Exercise> Please output, without any change, the lines of the material below from the very first through the one with "Task: Transcribe the".

Dataset records>
○ ○ ○
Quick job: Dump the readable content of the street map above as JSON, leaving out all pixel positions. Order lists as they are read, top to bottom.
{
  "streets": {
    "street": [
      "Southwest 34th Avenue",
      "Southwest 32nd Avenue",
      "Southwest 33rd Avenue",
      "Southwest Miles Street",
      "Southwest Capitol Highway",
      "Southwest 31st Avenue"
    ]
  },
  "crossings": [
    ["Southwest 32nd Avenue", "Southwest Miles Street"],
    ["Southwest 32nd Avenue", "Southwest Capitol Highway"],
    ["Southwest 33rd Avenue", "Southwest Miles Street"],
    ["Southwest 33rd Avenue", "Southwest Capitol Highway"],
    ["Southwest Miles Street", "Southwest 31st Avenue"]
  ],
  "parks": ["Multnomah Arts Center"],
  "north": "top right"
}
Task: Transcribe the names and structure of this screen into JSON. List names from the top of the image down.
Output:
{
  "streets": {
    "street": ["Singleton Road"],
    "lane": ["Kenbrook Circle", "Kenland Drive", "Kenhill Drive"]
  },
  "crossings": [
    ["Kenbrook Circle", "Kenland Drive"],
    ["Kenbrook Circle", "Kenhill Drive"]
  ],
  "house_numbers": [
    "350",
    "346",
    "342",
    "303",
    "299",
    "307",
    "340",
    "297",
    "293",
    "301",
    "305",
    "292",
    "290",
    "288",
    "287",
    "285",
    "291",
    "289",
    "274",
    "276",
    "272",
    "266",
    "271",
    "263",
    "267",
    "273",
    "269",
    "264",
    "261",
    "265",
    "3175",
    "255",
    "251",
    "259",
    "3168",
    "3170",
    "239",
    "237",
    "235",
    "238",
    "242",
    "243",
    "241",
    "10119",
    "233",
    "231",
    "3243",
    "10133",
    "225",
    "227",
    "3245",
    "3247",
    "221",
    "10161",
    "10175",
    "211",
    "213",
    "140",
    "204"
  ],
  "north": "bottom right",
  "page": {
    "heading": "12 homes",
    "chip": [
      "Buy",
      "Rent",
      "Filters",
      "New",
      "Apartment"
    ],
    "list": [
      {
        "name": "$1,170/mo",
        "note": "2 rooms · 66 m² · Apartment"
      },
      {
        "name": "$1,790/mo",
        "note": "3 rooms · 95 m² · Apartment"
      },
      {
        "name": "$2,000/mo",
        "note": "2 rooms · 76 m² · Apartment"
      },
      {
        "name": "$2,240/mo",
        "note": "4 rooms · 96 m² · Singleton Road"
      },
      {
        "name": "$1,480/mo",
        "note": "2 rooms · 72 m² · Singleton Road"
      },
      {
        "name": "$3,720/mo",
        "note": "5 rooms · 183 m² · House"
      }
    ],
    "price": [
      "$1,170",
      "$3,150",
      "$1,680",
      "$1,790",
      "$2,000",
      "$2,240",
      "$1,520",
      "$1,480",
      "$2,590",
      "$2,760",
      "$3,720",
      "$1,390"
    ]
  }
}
○ ○ ○
Written response>
Quick job: Dump the readable content of the street map above as JSON, leaving out all pixel positions. Order lists as they are read, top to bottom.
{
  "streets": {
    "street": [
      "Southwest 34th Avenue",
      "Southwest 32nd Avenue",
      "Southwest 33rd Avenue",
      "Southwest Miles Street",
      "Southwest Capitol Highway",
      "Southwest 31st Avenue"
    ]
  },
  "crossings": [
    ["Southwest 32nd Avenue", "Southwest Miles Street"],
    ["Southwest 32nd Avenue", "Southwest Capitol Highway"],
    ["Southwest 33rd Avenue", "Southwest Miles Street"],
    ["Southwest 33rd Avenue", "Southwest Capitol Highway"],
    ["Southwest Miles Street", "Southwest 31st Avenue"]
  ],
  "parks": ["Multnomah Arts Center"],
  "north": "top right"
}
Task: Transcribe the names and structure of this screen into JSON. List names from the top of the image down.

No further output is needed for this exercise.